> **Task statement**:
Pictures must be dropped from the copy of the entries below; all else is returned exactly.

(Extracted records)
○ ○ ○ ○
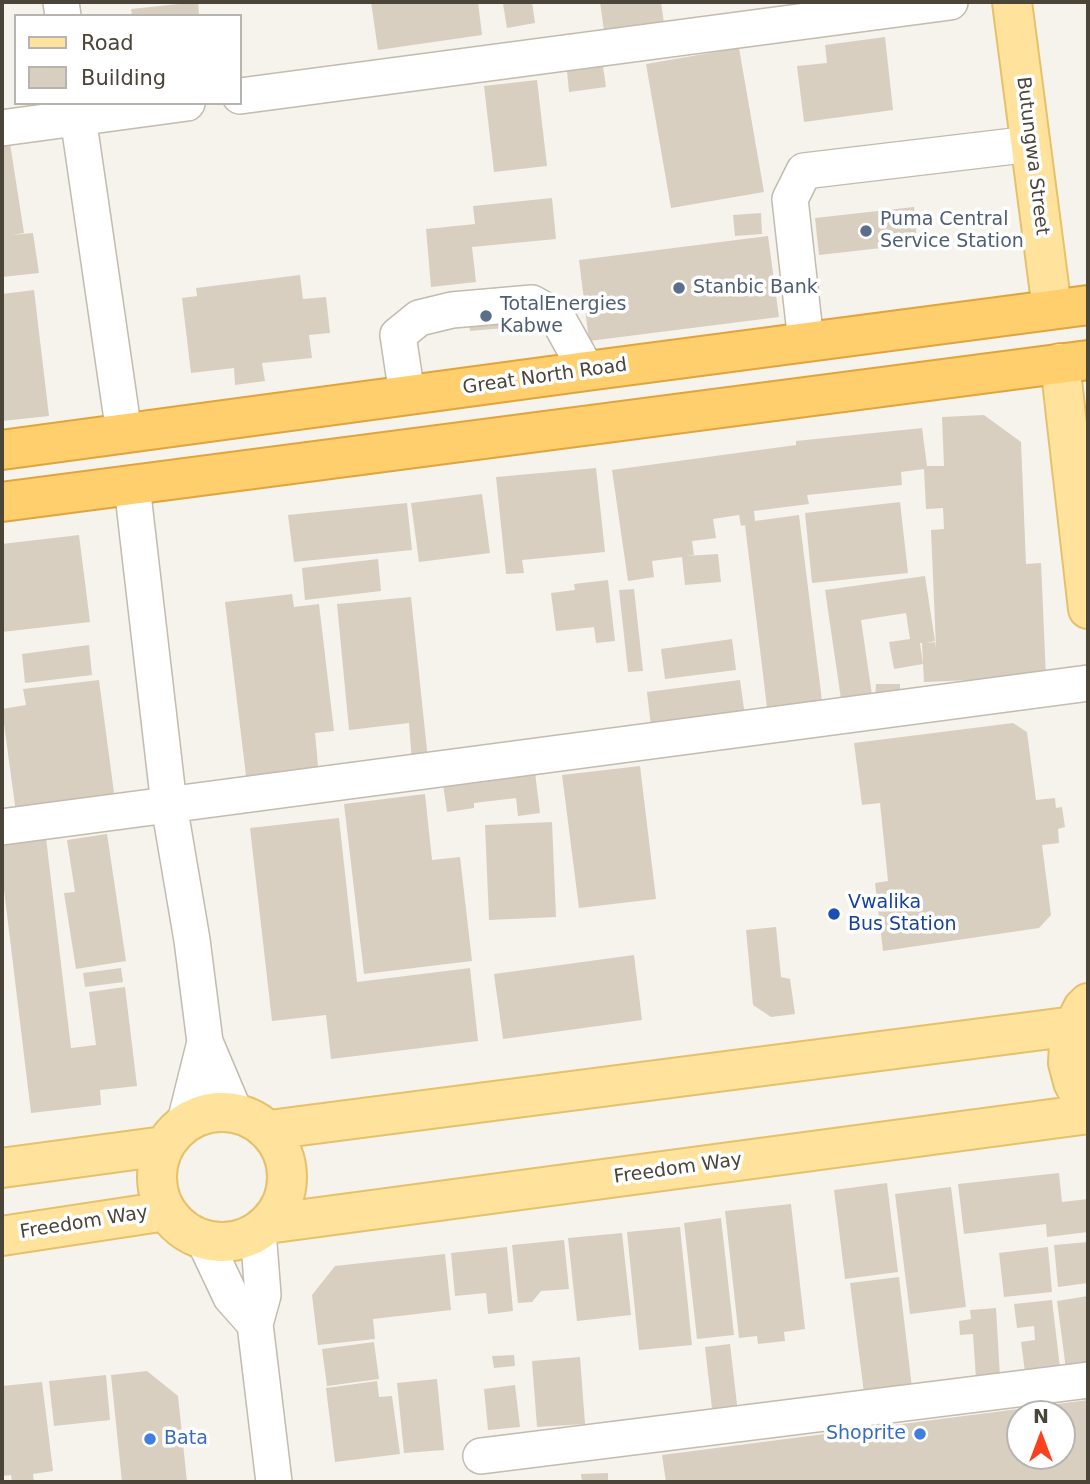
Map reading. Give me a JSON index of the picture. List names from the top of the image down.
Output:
{
  "streets": {
    "highway": ["Great North Road"],
    "main road": ["Butungwa Street", "Freedom Way"]
  },
  "crossings": [
    ["Butungwa Street", "Great North Road"]
  ],
  "places": [
    "Puma Central Service Station",
    "Stanbic Bank",
    "TotalEnergies Kabwe",
    "Vwalika Bus Station",
    "Shoprite",
    "Bata"
  ],
  "legend": ["Road", "Building"],
  "north": "top"
}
○ ○ ○ ○
> **Answer**:
Map reading. Give me a JSON index of the picture. List names from the top of the image down.
Output:
{
  "streets": {
    "highway": ["Great North Road"],
    "main road": ["Butungwa Street", "Freedom Way"]
  },
  "crossings": [
    ["Butungwa Street", "Great North Road"]
  ],
  "places": [
    "Puma Central Service Station",
    "Stanbic Bank",
    "TotalEnergies Kabwe",
    "Vwalika Bus Station",
    "Shoprite",
    "Bata"
  ],
  "legend": ["Road", "Building"],
  "north": "top"
}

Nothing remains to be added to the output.